De acordo com a resolução, o atendimento domiciliar passa a ser formalmente permitido em todo o território nacional, podendo ser realizado por profissionais liberais, pela iniciativa privada e por serviços públicos. No entanto, o CFMV reforça que os atendimentos realizados em clínicas e hospitais veterinários continuam sendo considerados o padrão-ouro, por oferecerem estrutura adequada, maior segurança ao profissional e ao paciente, além de suporte técnico para o manejo de possíveis intercorrências.
A norma deixa claro que o atendimento domiciliar é uma atividade privativa de médicos veterinários regularmente inscritos no Sistema CFMV/CRMVs. Essa prática compreende atividades como identificação do animal, anamnese, exame físico, diagnóstico, prescrição, tratamentos, vacinação, emissão de documentos, solicitação de exames, ações de prevenção e orientações gerais aos responsáveis.
A resolução também assegura a autonomia do médico-veterinário para avaliar se o atendimento domiciliar é adequado em cada situação, podendo aceitar ou recusar o atendimento e encaminhar o paciente para um estabelecimento veterinário sempre que necessário.

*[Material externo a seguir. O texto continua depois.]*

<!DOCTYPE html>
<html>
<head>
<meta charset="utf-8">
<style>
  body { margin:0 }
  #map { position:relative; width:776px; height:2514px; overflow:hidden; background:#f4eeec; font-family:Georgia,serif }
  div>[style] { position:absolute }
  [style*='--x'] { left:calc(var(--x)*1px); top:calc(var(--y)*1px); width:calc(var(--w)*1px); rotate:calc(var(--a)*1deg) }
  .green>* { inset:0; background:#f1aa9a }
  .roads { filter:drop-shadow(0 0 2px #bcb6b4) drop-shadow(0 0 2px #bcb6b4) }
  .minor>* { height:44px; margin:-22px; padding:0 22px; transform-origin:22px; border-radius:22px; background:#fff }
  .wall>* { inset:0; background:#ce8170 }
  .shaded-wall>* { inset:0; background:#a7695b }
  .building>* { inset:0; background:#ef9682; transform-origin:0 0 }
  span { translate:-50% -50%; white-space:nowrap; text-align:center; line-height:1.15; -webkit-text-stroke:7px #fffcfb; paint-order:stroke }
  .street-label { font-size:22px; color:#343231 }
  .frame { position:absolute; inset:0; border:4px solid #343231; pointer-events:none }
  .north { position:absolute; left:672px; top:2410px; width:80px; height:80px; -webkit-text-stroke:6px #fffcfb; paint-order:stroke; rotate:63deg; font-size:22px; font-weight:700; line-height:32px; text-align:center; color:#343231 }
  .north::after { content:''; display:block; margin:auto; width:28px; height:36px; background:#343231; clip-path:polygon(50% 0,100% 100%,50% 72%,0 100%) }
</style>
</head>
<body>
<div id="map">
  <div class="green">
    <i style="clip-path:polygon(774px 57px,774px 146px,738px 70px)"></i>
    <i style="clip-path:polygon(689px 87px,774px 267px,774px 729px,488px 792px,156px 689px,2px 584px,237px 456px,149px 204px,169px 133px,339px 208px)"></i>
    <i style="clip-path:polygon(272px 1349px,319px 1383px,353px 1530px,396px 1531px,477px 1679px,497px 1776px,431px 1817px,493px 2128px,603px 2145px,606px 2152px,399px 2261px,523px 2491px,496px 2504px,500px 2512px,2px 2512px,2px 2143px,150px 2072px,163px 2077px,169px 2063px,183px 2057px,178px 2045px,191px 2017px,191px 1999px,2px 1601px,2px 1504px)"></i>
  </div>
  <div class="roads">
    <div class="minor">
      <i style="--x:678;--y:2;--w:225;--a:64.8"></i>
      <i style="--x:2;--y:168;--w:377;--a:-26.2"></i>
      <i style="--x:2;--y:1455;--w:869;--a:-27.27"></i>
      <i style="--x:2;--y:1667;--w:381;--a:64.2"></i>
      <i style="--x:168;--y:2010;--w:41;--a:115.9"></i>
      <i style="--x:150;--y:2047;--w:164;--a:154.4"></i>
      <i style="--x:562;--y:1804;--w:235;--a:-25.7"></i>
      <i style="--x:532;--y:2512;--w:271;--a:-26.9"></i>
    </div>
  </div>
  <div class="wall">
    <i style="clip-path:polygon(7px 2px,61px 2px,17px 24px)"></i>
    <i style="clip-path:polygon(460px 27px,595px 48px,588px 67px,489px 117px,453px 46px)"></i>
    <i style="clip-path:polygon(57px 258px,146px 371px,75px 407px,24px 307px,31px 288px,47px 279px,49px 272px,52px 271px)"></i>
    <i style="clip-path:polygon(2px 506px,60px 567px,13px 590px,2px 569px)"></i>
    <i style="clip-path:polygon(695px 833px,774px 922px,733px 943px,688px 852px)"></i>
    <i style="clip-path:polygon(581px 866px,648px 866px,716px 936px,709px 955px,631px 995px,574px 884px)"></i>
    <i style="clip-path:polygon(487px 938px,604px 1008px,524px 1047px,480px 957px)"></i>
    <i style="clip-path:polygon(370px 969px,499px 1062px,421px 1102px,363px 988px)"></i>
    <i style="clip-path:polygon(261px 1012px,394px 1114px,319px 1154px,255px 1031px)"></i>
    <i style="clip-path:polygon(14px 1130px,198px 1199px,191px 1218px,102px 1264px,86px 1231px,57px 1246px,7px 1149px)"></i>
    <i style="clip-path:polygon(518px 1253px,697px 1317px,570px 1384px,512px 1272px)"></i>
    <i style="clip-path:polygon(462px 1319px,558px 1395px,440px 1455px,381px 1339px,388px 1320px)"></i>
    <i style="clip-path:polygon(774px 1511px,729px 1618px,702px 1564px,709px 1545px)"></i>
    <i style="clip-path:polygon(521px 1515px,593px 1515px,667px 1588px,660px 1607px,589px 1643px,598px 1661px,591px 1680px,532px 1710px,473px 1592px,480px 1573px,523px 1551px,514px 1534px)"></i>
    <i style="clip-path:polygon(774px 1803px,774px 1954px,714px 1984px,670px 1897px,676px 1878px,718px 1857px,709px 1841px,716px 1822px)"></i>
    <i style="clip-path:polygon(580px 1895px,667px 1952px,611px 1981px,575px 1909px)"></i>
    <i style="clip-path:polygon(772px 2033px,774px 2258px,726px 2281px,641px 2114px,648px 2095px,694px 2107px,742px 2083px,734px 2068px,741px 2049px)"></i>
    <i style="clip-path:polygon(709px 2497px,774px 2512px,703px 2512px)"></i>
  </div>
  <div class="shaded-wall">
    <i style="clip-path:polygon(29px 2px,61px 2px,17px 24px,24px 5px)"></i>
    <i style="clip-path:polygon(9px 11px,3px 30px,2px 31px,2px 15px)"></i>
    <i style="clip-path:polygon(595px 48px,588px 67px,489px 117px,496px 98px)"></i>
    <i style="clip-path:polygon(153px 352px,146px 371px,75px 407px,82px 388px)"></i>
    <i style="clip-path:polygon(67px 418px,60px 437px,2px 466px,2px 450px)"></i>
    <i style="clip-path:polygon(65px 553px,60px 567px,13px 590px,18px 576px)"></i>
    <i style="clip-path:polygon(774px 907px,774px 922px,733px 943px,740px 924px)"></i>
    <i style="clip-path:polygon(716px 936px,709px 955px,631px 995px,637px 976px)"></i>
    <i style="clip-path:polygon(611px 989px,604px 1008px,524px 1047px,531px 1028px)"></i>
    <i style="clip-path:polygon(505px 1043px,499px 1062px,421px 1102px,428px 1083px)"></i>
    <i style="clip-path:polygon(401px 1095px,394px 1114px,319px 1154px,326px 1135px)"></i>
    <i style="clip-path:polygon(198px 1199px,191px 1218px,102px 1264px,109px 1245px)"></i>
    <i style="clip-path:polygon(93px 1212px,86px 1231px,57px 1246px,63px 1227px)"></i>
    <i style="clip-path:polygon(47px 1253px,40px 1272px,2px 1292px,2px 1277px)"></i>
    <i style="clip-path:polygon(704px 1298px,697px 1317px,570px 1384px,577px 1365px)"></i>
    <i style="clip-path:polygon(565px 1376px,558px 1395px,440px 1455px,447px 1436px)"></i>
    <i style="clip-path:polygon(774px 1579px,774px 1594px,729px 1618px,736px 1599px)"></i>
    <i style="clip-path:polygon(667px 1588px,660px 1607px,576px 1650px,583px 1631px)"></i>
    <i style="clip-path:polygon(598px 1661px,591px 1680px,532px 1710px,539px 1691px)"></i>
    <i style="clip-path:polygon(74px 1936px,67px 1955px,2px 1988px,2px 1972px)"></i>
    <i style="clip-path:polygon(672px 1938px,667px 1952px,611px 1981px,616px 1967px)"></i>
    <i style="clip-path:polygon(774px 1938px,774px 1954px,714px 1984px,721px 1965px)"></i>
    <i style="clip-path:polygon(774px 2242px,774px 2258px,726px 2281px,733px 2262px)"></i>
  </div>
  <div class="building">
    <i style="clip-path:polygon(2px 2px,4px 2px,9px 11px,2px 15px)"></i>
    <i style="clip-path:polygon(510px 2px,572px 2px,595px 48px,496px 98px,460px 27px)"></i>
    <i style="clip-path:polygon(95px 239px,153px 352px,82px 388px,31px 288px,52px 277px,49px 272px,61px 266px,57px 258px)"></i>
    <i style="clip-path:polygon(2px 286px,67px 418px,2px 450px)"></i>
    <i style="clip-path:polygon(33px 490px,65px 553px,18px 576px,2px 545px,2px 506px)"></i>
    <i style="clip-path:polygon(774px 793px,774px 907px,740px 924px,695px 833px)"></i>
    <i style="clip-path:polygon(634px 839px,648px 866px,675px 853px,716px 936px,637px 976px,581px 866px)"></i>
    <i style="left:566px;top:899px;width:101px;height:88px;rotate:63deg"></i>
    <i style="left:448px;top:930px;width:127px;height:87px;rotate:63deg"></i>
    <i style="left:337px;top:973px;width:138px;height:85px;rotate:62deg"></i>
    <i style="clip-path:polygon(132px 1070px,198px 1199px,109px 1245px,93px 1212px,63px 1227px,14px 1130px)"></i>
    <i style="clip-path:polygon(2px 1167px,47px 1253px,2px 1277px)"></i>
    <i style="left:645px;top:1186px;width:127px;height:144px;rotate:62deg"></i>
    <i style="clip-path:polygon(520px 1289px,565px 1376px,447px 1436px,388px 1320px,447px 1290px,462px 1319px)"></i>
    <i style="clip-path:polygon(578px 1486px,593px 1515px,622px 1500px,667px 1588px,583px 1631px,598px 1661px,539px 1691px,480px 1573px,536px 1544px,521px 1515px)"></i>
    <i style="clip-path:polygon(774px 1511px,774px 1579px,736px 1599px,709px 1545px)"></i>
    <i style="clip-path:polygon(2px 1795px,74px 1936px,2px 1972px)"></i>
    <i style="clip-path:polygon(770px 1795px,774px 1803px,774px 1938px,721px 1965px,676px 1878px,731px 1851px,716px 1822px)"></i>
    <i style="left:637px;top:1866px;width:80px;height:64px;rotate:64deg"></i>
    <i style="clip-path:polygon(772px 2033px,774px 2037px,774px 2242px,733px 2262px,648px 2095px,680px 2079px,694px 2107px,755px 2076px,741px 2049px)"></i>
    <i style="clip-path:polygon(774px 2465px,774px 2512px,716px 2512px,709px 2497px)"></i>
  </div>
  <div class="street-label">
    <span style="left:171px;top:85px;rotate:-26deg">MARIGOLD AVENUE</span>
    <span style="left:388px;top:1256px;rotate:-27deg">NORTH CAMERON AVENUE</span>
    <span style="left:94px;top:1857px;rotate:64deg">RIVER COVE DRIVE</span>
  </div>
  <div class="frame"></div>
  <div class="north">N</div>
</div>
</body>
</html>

O profissional é integralmente responsável pelo ato e deve informar formalmente o responsável pelo animal sobre as limitações técnicas desse tipo de atendimento, sempre observando os princípios da beneficência e da não maleficência.
Todos os atendimentos domiciliares devem ser registrados em prontuário físico ou eletrônico, devidamente datado e assinado, garantindo rastreabilidade, segurança jurídica e respaldo técnico. O texto também estabelece procedimentos que são proibidos fora do ambiente clínico ou hospitalar, como cirurgias (com exceção de suturas superficiais, coleta de material biológico e drenagem de abscessos), anestesia geral (exceto em casos de eutanásia), coletas complexas, administração de quimioterápicos injetáveis, transfusão de sangue e cateterismos profundos.
A norma permite o uso de sedativos e tranquilizantes, associados ou não a anestésicos locais, desde que o médico-veterinário permaneça no local até a completa recuperação do paciente. A fluidoterapia também é permitida apenas com acompanhamento presencial do profissional durante todo o procedimento.
Além disso, a resolução reforça a obrigatoriedade do cumprimento das normas de biossegurança, incluindo o transporte adequado de medicamentos e vacinas, a conservação correta de amostras biológicas, a manutenção dos equipamentos e a limpeza e desinfecção dos materiais utilizados. O médico-veterinário deve dispor de um Plano de Gerenciamento de Resíduos de Serviços de Saúde (PGRSS) e garantir a destinação ambientalmente adequada dos resíduos gerados durante o atendimento.
Em casos de óbito do animal, o profissional deve orientar o responsável quanto à destinação correta do cadáver, emitir o atestado de óbito e assegurar o descarte adequado dos resíduos, conforme a legislação sanitária e ambiental vigente. Os atendimentos domiciliares permanecem submetidos às regras do Código de Ética do Médico-Veterinário e aos demais normativos da profissão, estando sujeitos à fiscalização dos Conselhos Regionais de Medicina Veterinária, que podem solicitar prontuários, relatórios e esclarecimentos a qualquer momento.
A Resolução nº 1.690 entra em vigor na data de sua publicação e passa a ser a principal referência normativa para o atendimento médico-veterinário domiciliar no país.